优化器就是在深度学习反向传播过程中,指引损失函数的各个参数往正确的方向更新合适的大小,使得更新后的各个参数让损失函数(目标函数)值不断逼近全局最小。
常见的优化器有:
- 梯度及梯度下降算法
- 随机梯度下降算法
- 标准动量优化算法
- AdaGrad算法
- RMSProp算法
- Adam算法
本文将不会介绍这些算法的细节,我们通过一个例子来比较各优化器的表现。
在PyTorch,实现的优化算法有SGD(随机梯度下降算法)、Adagrad(AdaGrad算法)、RMSprop(RMSprop算法)、Adam(Adam算法),我们将会通过各优化器在优化样例目标函数的最小值来观察它们的表现。以下是Python实现代码:
# -*- coding: utf-8 -*-
# @Time : 2023/3/18 11:01
# @Author : Jclian91
# @File : optimizer_comparsion.py
# @Place : Minghang, Shanghai
# comparison in Five optimizers in PyTorch: SGD, AdaGrad, RMSProp, Adam
import matplotlib.pyplot as plt
import torch
import torch.nn
import torch.utils.data as Data
from torch.utils.data import Dataset
from matplotlib import rcParams
rcParams['font.family'] = 'SimHei'
# prepare data
x = torch.unsqueeze(torch.linspace(-1, 1, 500), dim=1)
y = x.pow(3)
# set parameters
lr = 0.01
batch_size = 15
epoch = 5
torch.manual_seed(1234)
# Dataloader
class MyDataset(Dataset):
# load the dataset
def __init__(self, x, y):
self.X = x
self.y = y
# number of rows in the dataset
def __len__(self):
return len(self.X)
# get a row at an index
def __getitem__(self, idx):
return [self.X[idx], self.y[idx]]
loader = Data.DataLoader(dataset=MyDataset(x, y),
batch_size=batch_size,
shuffle=True,
num_workers=2)
# create model
class Net(torch.nn.Module):
def __init__(self, n_input, n_hidden, n_output):
super(Net, self).__init__()
self.hidden_layer = torch.nn.Linear(n_input, n_hidden)

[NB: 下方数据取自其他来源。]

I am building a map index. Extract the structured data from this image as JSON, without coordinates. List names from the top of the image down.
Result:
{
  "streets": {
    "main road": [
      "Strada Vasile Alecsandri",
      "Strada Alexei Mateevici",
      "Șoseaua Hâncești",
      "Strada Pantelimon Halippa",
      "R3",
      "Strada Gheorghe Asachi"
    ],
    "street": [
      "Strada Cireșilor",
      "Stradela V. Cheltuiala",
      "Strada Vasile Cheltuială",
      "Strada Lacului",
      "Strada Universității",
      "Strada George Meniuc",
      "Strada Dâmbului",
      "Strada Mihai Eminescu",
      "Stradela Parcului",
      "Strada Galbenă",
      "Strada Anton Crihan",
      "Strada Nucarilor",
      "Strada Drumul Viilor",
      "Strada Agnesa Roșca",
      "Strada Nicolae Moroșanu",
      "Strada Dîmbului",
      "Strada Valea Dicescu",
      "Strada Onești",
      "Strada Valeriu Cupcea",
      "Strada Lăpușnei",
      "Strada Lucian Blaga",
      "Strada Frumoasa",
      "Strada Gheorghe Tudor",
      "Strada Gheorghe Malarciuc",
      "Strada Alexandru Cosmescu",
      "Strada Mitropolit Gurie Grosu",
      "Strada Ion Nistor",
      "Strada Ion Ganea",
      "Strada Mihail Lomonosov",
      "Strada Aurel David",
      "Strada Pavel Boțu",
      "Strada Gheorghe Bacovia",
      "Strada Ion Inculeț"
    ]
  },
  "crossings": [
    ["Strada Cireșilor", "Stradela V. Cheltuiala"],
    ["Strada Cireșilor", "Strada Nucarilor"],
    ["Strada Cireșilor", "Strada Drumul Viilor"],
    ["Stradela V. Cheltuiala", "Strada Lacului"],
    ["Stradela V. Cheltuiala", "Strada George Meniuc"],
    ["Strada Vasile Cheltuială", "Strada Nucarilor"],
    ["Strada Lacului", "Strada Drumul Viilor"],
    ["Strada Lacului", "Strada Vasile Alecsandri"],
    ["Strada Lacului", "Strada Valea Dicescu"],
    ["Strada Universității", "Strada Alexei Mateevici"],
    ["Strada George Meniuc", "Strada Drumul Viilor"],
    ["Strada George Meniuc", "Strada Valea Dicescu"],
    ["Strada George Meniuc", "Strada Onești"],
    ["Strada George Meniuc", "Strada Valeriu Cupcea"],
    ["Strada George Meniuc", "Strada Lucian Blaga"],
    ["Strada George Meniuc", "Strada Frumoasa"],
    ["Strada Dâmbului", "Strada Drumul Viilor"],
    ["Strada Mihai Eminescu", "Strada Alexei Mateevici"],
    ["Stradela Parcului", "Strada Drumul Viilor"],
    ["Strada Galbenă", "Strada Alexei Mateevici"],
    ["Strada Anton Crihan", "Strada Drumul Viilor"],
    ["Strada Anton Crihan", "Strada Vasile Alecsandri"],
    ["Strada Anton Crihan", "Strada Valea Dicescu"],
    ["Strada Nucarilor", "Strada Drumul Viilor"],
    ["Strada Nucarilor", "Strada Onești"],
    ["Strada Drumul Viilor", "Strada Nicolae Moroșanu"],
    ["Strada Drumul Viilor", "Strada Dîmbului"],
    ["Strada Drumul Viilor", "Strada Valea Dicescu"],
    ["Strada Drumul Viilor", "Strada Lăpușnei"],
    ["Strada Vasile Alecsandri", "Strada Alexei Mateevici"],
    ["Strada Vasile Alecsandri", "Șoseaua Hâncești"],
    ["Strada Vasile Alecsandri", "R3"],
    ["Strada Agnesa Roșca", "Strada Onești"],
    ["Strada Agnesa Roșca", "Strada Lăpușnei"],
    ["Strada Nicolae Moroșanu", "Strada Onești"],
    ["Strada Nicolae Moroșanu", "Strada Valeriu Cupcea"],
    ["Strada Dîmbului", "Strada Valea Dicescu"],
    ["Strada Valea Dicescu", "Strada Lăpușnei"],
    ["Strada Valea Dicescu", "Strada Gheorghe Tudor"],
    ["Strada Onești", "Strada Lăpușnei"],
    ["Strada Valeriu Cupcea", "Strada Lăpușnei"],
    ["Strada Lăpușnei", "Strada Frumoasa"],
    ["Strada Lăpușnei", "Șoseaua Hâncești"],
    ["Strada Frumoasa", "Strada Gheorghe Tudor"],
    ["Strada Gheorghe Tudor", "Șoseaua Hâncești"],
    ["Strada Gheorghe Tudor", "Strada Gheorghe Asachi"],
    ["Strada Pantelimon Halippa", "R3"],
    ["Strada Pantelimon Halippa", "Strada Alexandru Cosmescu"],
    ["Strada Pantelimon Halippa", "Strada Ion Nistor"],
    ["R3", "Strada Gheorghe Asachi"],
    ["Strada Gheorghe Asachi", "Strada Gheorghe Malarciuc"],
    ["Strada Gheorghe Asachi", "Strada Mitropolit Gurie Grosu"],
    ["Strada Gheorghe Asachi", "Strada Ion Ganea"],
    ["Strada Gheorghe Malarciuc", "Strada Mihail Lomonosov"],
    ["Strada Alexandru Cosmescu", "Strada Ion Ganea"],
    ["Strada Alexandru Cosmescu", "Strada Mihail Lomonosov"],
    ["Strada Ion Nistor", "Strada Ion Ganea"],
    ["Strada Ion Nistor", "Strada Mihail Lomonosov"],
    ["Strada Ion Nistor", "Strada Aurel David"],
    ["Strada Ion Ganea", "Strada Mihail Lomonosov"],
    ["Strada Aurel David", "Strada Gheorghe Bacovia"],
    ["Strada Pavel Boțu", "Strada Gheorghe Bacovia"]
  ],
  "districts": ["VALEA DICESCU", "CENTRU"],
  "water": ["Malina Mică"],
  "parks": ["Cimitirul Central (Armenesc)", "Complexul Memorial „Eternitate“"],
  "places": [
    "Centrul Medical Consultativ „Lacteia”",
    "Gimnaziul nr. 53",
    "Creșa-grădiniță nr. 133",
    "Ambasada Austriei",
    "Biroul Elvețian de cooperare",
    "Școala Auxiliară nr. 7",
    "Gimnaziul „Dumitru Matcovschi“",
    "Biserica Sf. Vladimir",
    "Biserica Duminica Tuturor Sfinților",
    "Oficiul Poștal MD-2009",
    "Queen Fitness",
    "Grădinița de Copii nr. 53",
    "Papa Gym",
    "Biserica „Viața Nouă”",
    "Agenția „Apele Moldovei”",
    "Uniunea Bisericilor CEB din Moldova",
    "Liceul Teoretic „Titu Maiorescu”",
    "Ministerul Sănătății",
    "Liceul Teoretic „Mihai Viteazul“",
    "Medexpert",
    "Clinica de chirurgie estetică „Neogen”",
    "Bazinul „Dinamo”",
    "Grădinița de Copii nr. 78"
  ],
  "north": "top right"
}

self.output_layer = torch.nn.Linear(n_hidden, n_output)
def forward(self, input):
x = torch.relu(self.hidden_layer(input))
output = self.output_layer(x)
return output
# train model and plot
def train():
net_sgd = Net(1, 10, 1)
net_adagrad = Net(1, 10, 1)
net_rmsprop = Net(1, 10, 1)
net_adam = Net(1, 10, 1)
nets = [net_sgd, net_adagrad, net_rmsprop, net_adam]
# optimizer
opt_sgd = torch.optim.SGD(net_sgd.parameters(), lr=lr)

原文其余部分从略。